Let's definitely discuss all this when you're available. Thanks, @ekluzek!
[...] now I get a similar error but for the longitude:
assert isclose(lon_new, lon_mesh, abs_tol=1e-5), errmsg AssertionError: Must be equal: lon_new = 180.25 lon_mesh = 0.25 (at ncount = 0)
This one is more complicated. The calls on each longitude value
lon_new = lon_range_0_to_360(lon_new)
lon_mesh = lon_range_0_to_360(lon_mesh)
...don't help because the code expects the whole grid in the mesh file to line up identically to the grid in the landmask file. I will try to come up with a solution that doesn't require the user to recreate their landmask file.
...the code expects the whole grid in the mesh file to line up identically to the grid in the landmask file.
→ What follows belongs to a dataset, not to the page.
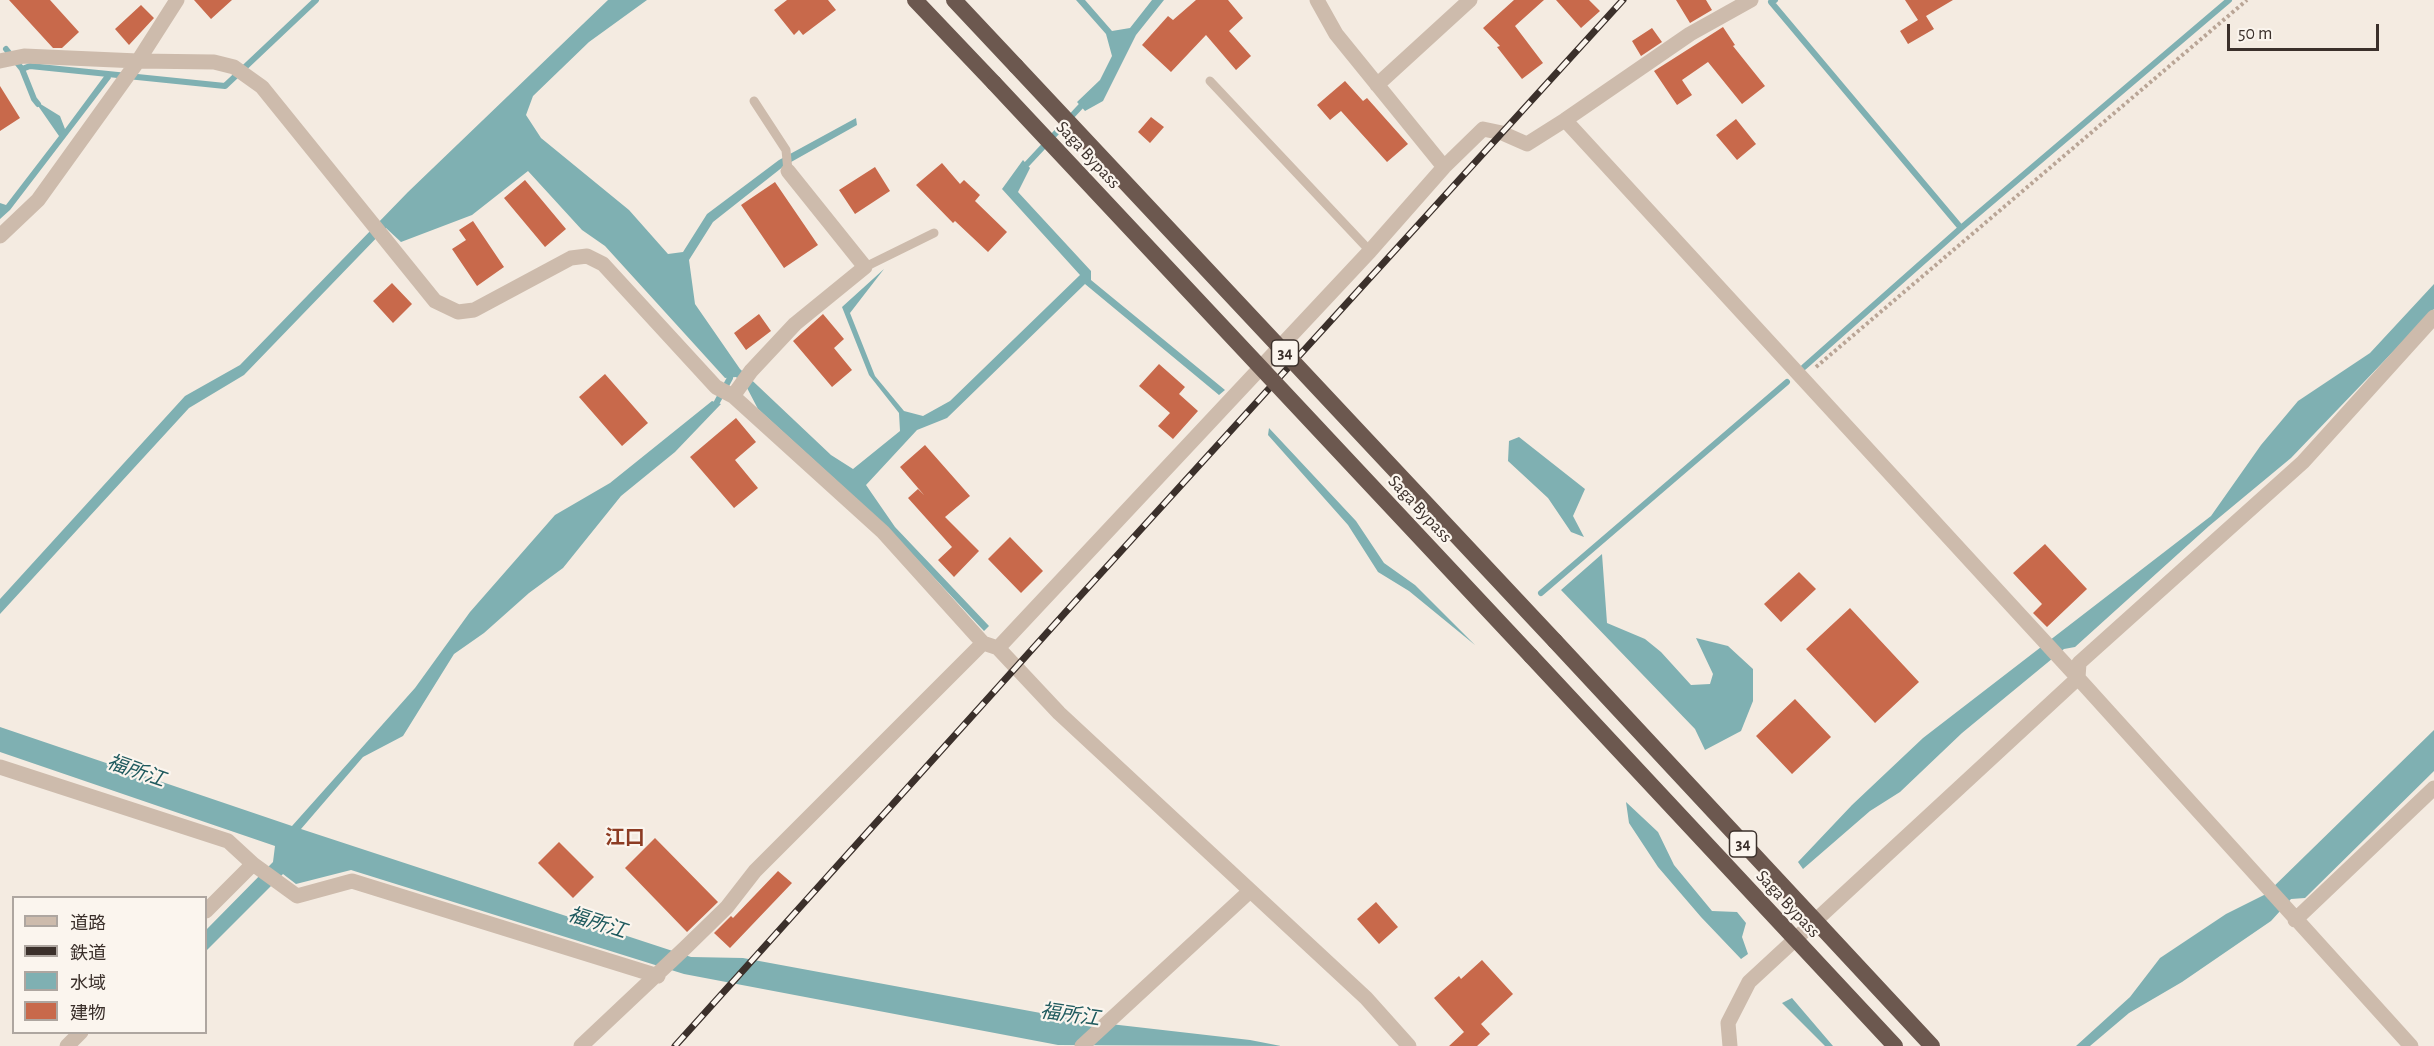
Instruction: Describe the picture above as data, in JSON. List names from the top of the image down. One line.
{"streets":{"highway":["Saga Bypass","34"]},"districts":["江口"],"water":["福所江"],"legend":["道路","鉄道","水域","建物"],"scale_bar":"50 m"}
I will try to come up with a solution that doesn't require the user to recreate their landmask file.
@ekluzek
with my latest updates, this tool can work with a landmask.nc file containing longitude values from -180 to 180 such as the one that you were working with. I have now generated the modified mesh file that you need, here:
/glade/work/slevis/git/mksurfdata_toolchain/tools/modify_mesh_mask/crujra_case/clmforc.cruncep.V7.c2016.0.5d.ESMFmesh_c220421.nc
I'm not sure I understand what landmask_diff is currently trying to function as, but there is an important utility in making sure that your landmask and mesh files agree with each other. We should perhaps discuss this?
I'm open to discussing this further and here's an update.
It makes sense that the name "landmask_diff" was a source of confusion, and I apologize for that. In the most recent commit I renamed it to the more descriptive "mod_lnd_props" (i.e. modify lnd properties):
- mod_lnd_props is used by the modify_fsurdat tool.
- mod_lnd_props = 1 where the user wishes to modify certain land properties in the fsurdat file and 0 elsewhere.
- mod_lnd_props does not contain information about adding or removing land grid cells. That's not helpful information for the tool's purposes.
- mod_lnd_props is not used by the modify_mesh tool except in some consistency checks.
The variable used by the modify_mesh tool is called landmask:
- landmask = 1 where the user wants land and 0 elsewhere.
- landmask needs to be on exactly the same grid as the input mesh file that it's modifying (the tool checks for that).
- landmask does not need to know whether it differs from the mask in the input mesh file. That's not helpful information for the tool's purposes.
- landmask is not used by the modify_fsurdat tool.